→ Instructions for the task: Copy every line in the listing that contains "buttons".

→ Extracted information:
┌──

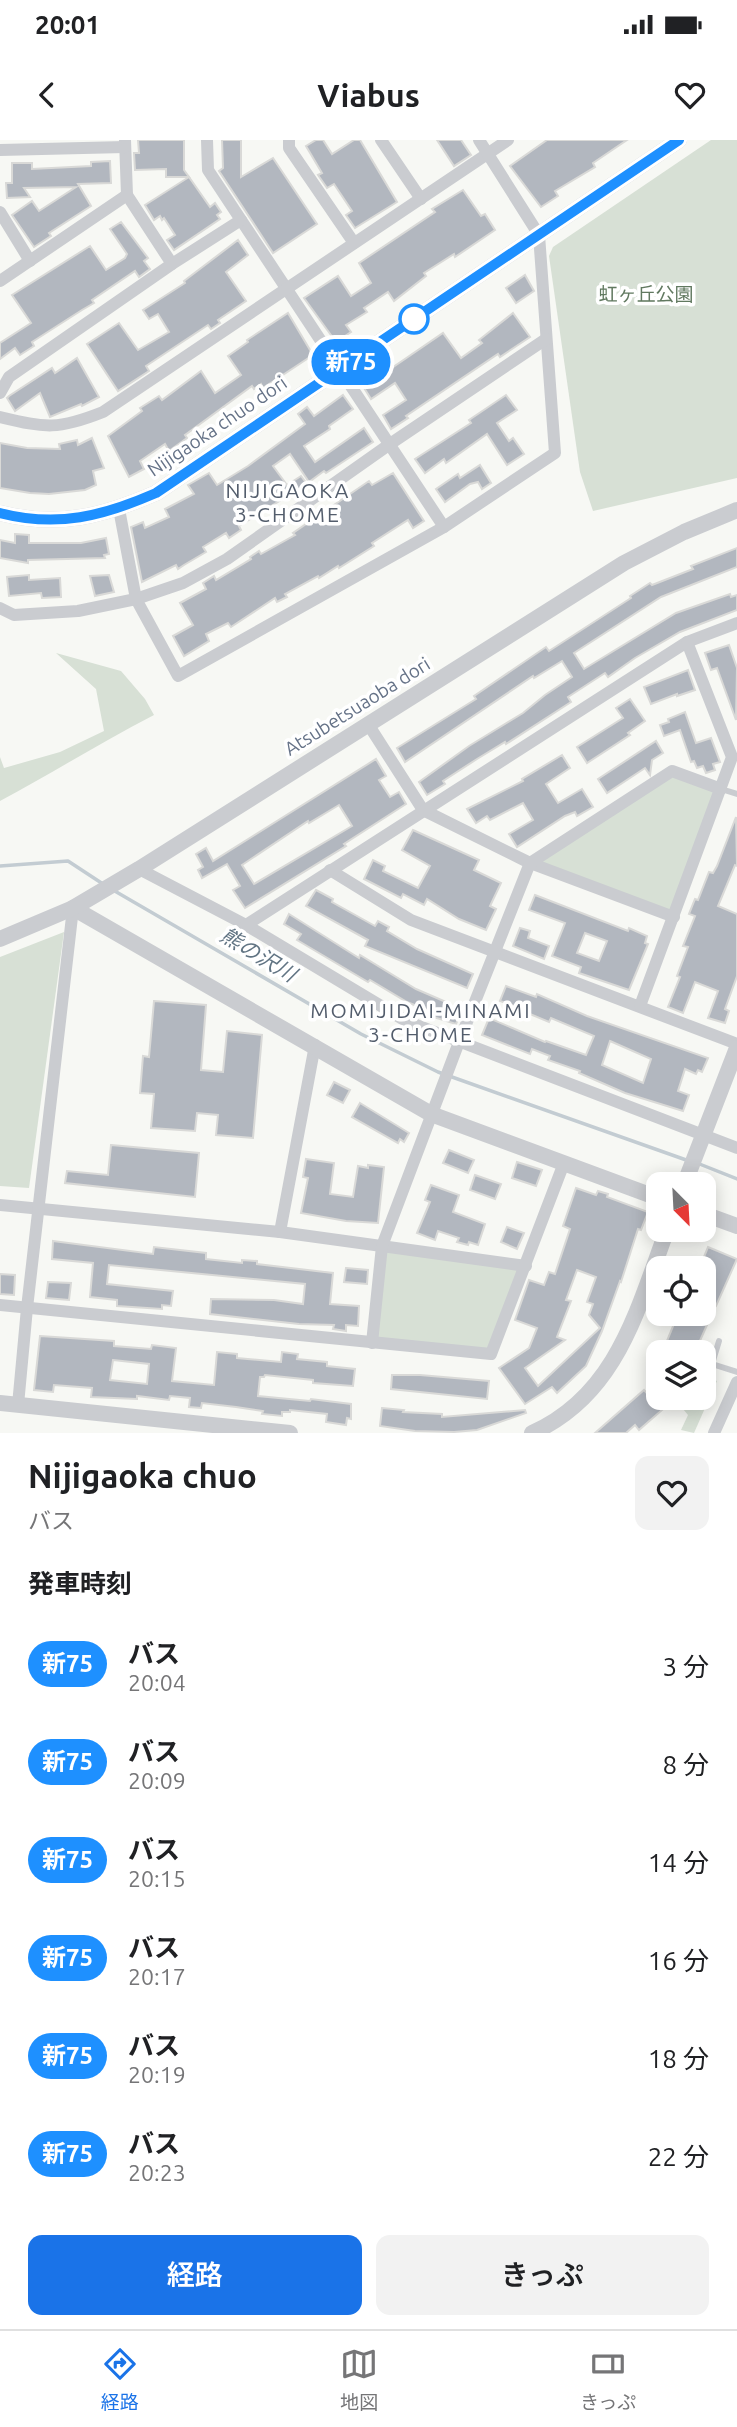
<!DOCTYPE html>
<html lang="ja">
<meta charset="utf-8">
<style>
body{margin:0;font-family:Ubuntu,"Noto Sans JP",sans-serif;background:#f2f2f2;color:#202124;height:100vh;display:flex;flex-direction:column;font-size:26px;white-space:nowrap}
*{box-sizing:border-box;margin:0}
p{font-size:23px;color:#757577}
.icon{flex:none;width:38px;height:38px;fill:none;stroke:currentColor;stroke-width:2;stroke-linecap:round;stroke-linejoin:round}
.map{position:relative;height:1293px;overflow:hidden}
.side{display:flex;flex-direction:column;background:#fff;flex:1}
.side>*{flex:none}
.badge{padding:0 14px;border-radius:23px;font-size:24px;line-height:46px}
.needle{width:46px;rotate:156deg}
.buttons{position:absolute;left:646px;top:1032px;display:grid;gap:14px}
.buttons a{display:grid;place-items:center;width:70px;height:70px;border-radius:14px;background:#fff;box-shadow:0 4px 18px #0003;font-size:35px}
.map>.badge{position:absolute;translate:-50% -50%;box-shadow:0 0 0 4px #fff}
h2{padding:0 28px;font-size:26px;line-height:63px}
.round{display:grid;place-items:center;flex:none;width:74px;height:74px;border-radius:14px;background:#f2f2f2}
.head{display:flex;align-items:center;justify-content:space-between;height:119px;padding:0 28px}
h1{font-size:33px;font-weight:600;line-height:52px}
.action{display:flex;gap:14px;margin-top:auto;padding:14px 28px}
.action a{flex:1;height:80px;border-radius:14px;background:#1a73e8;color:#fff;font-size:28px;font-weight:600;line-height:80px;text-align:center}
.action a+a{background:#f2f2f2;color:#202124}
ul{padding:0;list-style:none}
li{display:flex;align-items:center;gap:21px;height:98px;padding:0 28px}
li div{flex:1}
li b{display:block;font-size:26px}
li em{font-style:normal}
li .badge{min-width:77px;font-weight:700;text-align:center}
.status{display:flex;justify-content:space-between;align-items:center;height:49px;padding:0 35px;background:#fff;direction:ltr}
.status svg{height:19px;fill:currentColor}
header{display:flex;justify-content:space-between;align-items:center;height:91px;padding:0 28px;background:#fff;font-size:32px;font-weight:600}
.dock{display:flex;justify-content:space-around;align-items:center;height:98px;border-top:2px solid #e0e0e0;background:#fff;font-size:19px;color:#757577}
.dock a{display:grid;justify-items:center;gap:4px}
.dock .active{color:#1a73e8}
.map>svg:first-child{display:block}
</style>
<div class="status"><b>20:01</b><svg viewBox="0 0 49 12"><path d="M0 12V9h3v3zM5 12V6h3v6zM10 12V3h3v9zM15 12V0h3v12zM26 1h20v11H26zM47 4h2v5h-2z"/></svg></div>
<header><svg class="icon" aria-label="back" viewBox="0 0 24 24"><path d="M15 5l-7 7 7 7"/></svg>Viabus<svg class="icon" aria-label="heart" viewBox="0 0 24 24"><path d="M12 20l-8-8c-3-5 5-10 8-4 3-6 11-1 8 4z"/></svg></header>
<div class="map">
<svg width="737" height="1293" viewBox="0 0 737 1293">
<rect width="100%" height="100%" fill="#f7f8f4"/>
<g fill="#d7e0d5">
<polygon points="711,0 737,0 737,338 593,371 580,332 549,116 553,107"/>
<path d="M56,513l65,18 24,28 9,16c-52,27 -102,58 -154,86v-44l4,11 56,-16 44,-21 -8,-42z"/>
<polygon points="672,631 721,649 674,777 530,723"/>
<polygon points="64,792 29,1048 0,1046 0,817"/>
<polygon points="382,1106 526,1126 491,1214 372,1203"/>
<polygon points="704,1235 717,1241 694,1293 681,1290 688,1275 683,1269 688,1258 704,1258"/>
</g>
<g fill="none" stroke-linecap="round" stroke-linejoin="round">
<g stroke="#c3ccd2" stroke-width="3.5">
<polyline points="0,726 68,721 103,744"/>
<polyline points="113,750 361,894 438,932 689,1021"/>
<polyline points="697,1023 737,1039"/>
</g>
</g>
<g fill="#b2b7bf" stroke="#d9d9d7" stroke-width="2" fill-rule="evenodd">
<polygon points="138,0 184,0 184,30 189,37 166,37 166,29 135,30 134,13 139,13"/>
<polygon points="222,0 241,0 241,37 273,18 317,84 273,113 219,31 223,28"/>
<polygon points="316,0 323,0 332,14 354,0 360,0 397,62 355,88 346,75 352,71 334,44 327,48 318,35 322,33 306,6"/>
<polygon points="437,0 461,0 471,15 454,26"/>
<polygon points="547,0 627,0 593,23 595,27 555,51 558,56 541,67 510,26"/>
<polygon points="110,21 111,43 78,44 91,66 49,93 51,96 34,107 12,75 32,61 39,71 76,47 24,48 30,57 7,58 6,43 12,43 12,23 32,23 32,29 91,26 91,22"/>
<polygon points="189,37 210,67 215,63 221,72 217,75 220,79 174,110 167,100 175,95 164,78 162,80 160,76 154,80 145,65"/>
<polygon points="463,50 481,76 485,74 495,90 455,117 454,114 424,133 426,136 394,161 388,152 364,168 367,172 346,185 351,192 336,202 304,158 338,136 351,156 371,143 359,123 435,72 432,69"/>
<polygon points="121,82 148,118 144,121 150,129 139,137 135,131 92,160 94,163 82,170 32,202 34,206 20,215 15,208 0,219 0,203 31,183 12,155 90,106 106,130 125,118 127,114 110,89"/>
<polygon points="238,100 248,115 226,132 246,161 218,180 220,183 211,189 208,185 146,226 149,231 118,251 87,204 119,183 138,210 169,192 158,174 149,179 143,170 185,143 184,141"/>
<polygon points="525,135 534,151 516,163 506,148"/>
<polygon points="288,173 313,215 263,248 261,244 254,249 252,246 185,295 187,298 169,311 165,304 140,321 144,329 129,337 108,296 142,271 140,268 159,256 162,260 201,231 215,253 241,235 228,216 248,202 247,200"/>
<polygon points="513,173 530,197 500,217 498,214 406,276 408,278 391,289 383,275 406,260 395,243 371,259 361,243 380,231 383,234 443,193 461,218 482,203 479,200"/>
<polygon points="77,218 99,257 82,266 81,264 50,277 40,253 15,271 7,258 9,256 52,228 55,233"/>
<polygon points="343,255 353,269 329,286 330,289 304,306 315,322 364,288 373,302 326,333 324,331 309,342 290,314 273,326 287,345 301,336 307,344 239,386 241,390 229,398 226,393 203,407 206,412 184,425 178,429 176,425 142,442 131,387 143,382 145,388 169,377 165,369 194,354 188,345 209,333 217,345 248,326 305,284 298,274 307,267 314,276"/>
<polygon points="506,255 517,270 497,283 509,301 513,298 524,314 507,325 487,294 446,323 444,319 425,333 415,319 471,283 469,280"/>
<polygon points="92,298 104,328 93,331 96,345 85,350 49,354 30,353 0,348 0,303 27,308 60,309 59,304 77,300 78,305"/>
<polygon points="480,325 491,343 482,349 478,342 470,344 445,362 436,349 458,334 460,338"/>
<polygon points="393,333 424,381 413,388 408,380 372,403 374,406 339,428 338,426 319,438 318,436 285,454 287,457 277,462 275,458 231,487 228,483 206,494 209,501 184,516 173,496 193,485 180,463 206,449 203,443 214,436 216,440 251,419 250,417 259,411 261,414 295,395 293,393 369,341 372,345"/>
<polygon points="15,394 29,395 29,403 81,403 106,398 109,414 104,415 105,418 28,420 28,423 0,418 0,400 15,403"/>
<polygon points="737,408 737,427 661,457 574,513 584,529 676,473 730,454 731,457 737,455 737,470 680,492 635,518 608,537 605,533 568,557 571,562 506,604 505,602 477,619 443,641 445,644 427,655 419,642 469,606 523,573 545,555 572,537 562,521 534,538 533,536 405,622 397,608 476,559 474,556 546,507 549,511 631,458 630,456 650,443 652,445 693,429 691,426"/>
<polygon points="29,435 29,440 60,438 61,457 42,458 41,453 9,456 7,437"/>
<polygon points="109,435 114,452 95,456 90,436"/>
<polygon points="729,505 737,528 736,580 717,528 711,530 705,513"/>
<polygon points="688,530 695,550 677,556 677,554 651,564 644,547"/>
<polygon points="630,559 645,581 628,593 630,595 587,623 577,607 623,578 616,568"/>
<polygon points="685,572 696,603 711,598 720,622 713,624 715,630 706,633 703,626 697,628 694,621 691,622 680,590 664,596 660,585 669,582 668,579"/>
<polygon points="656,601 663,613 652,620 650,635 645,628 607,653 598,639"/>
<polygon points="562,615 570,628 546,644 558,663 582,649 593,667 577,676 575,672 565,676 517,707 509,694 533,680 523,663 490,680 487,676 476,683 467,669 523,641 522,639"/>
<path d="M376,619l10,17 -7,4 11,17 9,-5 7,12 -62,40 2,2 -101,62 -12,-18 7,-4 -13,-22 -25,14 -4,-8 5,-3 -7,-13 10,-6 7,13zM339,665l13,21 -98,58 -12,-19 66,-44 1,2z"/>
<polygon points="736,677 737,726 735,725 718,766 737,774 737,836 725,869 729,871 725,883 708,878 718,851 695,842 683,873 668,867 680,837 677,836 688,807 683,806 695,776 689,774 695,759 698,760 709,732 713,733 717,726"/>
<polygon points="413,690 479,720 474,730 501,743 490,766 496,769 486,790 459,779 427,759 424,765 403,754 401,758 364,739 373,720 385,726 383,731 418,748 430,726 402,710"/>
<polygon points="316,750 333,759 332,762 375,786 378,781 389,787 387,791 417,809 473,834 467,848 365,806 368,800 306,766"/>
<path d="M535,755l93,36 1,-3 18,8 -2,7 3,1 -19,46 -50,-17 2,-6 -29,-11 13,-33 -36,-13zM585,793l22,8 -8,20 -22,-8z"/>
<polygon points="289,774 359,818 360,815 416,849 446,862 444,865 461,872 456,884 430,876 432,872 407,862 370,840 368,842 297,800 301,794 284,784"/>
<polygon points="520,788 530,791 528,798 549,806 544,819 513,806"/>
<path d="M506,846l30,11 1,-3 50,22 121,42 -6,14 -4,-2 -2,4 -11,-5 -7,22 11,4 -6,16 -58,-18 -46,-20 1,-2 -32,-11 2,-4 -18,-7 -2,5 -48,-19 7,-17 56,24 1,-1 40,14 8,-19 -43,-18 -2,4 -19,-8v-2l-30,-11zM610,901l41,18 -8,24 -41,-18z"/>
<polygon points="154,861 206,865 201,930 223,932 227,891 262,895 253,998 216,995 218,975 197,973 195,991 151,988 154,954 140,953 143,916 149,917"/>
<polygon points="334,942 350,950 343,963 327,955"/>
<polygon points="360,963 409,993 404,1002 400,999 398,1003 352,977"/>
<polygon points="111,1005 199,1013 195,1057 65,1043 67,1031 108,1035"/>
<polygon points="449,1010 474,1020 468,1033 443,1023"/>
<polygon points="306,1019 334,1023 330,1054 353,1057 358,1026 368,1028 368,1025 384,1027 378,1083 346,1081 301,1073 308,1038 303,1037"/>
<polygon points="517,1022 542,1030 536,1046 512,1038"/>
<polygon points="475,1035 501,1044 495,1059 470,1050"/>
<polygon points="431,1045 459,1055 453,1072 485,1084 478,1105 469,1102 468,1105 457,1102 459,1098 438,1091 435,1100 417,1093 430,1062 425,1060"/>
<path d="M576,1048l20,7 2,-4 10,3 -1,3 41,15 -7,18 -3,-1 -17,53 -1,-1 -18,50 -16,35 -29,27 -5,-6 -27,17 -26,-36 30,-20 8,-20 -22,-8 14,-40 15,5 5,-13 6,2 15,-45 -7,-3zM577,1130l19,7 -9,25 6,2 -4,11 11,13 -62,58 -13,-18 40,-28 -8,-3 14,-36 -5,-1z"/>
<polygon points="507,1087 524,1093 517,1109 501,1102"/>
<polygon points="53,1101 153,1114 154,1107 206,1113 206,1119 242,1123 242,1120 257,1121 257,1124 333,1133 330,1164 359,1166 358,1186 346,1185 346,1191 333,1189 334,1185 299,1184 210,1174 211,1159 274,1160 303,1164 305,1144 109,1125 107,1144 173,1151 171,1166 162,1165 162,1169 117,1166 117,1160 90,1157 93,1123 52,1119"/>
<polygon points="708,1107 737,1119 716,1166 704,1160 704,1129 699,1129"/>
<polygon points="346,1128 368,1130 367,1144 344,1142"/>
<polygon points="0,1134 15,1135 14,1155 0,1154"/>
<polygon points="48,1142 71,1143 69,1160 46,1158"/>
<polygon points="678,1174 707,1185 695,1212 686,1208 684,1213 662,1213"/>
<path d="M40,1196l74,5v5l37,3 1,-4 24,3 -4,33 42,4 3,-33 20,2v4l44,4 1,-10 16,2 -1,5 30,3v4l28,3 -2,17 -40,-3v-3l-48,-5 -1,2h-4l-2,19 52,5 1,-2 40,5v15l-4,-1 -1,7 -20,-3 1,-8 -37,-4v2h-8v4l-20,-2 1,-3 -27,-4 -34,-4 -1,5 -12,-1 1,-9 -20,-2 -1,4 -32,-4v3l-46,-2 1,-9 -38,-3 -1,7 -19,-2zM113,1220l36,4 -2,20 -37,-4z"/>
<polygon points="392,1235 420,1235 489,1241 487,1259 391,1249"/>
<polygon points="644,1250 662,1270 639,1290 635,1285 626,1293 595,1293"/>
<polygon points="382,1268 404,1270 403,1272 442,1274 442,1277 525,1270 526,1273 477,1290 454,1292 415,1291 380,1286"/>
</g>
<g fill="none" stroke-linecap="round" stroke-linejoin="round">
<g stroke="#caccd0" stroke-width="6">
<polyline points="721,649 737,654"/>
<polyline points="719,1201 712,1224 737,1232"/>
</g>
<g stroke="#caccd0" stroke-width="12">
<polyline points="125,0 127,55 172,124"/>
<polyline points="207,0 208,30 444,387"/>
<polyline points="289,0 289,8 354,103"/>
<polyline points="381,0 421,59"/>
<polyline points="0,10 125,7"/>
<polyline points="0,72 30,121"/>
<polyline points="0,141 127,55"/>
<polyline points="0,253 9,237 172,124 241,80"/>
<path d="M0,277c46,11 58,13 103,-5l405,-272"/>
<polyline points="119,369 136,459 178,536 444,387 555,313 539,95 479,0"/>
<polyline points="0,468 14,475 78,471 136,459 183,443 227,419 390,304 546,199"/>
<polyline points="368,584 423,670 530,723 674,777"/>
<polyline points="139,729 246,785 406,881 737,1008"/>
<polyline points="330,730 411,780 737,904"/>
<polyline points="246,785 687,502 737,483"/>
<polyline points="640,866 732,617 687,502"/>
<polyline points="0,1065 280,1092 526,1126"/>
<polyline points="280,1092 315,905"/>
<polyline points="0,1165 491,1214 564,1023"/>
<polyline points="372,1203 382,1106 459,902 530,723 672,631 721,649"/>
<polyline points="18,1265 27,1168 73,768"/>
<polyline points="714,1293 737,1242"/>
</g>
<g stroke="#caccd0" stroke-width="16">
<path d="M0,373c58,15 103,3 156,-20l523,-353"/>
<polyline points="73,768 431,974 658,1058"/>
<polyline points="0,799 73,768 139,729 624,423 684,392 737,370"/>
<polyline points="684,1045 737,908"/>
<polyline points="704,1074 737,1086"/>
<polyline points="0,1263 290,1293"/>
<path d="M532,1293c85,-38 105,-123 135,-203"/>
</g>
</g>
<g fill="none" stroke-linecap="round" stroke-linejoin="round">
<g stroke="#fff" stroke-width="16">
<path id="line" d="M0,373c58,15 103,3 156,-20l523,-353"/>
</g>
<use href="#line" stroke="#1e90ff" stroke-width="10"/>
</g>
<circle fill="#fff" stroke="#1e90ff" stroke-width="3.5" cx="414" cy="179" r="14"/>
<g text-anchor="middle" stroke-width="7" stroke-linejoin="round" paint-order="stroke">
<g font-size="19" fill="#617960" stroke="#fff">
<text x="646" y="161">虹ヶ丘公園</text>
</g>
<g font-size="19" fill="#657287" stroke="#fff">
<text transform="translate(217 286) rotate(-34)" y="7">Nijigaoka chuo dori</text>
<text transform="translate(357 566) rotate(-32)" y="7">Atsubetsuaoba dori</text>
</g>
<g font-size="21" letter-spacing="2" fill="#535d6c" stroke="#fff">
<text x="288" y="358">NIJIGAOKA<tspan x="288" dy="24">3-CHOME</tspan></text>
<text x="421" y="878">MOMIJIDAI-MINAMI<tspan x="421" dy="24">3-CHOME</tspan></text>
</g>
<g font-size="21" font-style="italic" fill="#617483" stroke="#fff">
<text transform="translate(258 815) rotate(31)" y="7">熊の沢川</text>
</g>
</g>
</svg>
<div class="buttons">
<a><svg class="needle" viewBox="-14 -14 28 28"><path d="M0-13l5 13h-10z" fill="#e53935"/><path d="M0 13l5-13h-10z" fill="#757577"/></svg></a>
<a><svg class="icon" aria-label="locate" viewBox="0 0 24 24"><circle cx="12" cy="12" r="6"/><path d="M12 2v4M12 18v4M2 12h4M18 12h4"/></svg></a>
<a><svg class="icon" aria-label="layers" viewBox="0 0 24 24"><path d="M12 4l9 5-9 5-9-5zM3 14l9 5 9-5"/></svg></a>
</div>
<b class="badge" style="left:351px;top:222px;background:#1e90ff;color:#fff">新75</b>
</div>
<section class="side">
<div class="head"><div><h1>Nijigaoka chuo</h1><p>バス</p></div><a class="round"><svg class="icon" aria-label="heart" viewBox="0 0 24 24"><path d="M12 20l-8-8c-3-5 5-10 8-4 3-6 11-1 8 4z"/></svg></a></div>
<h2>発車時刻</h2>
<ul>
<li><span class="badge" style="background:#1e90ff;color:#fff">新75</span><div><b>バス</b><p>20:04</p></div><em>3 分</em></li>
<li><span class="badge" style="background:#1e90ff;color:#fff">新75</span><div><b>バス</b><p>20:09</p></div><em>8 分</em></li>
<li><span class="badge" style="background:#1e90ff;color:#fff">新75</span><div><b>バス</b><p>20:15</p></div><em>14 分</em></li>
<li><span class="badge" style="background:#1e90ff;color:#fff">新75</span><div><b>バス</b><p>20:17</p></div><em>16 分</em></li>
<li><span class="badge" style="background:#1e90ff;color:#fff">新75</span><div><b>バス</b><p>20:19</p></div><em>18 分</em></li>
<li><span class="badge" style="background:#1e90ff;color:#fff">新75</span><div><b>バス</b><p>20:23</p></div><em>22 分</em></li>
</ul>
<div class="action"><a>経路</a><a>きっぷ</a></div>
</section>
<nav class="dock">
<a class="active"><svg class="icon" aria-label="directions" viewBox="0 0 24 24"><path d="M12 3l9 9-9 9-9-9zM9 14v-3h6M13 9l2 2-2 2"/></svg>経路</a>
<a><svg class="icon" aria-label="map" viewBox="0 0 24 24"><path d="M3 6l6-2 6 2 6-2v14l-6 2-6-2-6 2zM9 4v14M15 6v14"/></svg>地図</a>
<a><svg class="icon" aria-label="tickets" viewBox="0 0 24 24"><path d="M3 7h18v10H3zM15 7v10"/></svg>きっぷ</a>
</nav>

└──

→ Reply to the exercise:
.buttons{position:absolute;left:646px;top:1032px;display:grid;gap:14px}
.buttons a{display:grid;place-items:center;width:70px;height:70px;border-radius:14px;background:#fff;box-shadow:0 4px 18px #0003;font-size:35px}
<div class="buttons">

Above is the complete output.